British author, screenwriter and producer, Jesse David Armstrong was born December 13, 1970 in Oswestry, Shropshire in England.
Prior to studying American Studies at the University of Manchester and spending a year abroad in Mass achusetts, he attended a comprehensive school in Oswestry.
He started working as a researcher for Labour MP Doug Henderson in 1995, originally for free. He also provided political advice to Rory Bremner's producing firm at the same time. Later, he employed himself as a painter and decorator.

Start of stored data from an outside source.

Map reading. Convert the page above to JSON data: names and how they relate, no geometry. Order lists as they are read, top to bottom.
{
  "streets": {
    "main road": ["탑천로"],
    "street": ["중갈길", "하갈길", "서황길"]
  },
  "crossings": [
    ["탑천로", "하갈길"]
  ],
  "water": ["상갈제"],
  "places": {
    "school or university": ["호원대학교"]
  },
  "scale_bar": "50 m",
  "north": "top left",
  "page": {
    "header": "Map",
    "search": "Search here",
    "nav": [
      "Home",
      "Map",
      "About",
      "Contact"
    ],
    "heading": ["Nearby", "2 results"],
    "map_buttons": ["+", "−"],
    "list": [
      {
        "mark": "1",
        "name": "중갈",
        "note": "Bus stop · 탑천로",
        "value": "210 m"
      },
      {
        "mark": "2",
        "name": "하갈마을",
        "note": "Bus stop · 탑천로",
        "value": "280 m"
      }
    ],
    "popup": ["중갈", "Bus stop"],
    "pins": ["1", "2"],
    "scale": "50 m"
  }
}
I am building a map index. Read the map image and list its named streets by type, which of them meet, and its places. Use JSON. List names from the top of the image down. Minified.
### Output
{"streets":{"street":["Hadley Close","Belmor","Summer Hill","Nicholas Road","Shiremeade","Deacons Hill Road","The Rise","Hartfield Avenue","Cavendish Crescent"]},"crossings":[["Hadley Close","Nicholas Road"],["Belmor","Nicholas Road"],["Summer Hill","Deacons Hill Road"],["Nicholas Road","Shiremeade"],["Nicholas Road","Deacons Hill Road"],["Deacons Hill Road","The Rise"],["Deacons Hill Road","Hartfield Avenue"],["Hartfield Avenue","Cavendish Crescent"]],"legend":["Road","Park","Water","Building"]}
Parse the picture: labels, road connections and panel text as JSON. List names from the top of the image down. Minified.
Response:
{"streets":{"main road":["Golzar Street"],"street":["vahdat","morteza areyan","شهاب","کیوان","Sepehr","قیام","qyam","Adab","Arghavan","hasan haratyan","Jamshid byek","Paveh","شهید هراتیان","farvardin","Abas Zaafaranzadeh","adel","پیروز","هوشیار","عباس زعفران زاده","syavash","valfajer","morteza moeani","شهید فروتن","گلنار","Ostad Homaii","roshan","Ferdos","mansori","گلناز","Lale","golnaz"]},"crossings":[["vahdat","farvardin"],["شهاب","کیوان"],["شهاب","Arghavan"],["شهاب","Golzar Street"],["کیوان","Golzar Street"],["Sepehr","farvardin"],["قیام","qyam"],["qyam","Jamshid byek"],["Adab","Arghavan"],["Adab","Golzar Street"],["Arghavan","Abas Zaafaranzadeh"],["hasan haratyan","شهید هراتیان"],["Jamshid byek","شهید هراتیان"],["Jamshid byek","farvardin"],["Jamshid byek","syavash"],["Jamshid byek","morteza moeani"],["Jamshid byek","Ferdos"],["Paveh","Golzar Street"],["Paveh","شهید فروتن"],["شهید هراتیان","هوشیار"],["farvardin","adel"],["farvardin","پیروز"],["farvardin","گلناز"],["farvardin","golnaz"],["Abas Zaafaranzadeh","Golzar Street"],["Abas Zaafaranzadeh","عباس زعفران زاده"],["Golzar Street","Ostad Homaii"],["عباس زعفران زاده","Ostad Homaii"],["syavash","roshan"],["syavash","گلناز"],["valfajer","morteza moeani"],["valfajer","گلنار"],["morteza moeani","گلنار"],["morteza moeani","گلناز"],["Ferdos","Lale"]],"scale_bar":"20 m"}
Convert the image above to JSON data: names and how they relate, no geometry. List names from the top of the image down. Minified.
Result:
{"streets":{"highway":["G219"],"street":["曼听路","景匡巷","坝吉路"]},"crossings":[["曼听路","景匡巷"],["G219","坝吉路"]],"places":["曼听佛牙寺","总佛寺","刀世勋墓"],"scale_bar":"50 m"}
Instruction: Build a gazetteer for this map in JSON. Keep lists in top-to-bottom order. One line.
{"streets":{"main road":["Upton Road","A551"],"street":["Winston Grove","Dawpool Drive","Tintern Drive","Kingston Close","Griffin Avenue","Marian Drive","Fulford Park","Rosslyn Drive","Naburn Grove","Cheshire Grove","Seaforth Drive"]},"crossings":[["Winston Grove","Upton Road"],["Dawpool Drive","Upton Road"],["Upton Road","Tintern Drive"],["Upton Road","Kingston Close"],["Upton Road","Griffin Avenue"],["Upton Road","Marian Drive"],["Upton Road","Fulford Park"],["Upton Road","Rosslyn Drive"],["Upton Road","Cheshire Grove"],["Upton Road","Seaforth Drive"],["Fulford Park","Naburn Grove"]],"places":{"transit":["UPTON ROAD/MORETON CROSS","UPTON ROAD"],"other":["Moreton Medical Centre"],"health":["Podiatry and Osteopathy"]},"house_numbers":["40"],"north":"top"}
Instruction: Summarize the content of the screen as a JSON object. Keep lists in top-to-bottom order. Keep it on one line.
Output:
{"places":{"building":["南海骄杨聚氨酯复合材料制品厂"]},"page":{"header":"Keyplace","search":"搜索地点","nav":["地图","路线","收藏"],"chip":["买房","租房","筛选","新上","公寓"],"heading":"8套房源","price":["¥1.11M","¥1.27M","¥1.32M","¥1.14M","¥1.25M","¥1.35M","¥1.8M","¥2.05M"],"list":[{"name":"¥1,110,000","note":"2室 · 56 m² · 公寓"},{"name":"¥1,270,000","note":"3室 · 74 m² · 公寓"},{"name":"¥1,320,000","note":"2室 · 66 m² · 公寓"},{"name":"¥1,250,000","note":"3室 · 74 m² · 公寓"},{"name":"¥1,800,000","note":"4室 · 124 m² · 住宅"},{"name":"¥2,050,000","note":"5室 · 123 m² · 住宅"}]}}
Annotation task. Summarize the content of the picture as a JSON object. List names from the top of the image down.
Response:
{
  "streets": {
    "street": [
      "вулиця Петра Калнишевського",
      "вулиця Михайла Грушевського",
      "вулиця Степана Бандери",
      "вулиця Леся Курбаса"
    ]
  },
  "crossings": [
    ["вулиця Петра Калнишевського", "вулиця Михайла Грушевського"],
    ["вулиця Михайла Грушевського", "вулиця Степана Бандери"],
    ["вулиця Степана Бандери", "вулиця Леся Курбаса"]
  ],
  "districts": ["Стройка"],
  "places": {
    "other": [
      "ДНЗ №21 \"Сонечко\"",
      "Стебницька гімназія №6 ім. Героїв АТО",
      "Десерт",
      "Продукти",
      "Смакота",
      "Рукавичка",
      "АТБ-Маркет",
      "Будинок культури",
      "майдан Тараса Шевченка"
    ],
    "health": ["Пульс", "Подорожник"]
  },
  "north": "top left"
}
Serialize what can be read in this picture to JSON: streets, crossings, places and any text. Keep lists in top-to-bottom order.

Armstrong lived with Sam Bain during his last year at the University of Manchester, where they first met. After graduating and having both moved to London, they started writing together.
Armstrong and Bain began their writing careers by contributing to the children's programs The Queen's Nose and My Parents Are Aliens as well as the sketch show Smack the Pony on Channel 4.
Later, they went on to write and produce Peep Show, The Old Guys on BBC One, Fresh Meat on Channel 4, and Babylon on Channel 4.
Additionally, they contributed to That Mitchell and Webb Sound on BBC Radio 4 and That Mitchell and Webb Look on BBC Two, both of which starred David Mitchell and Robert Webb, the two principal characters of Peep Show.
Several writing honors have been bestowed upon Peep Show, including a BAFTA for Best Situation Comedy in 2008. Armstrong and Bain have collaborated on the writing of two movies to date: the comedy Magicians from 2007 and the 2010 satire Four Lions about terrorism with Chris Morris.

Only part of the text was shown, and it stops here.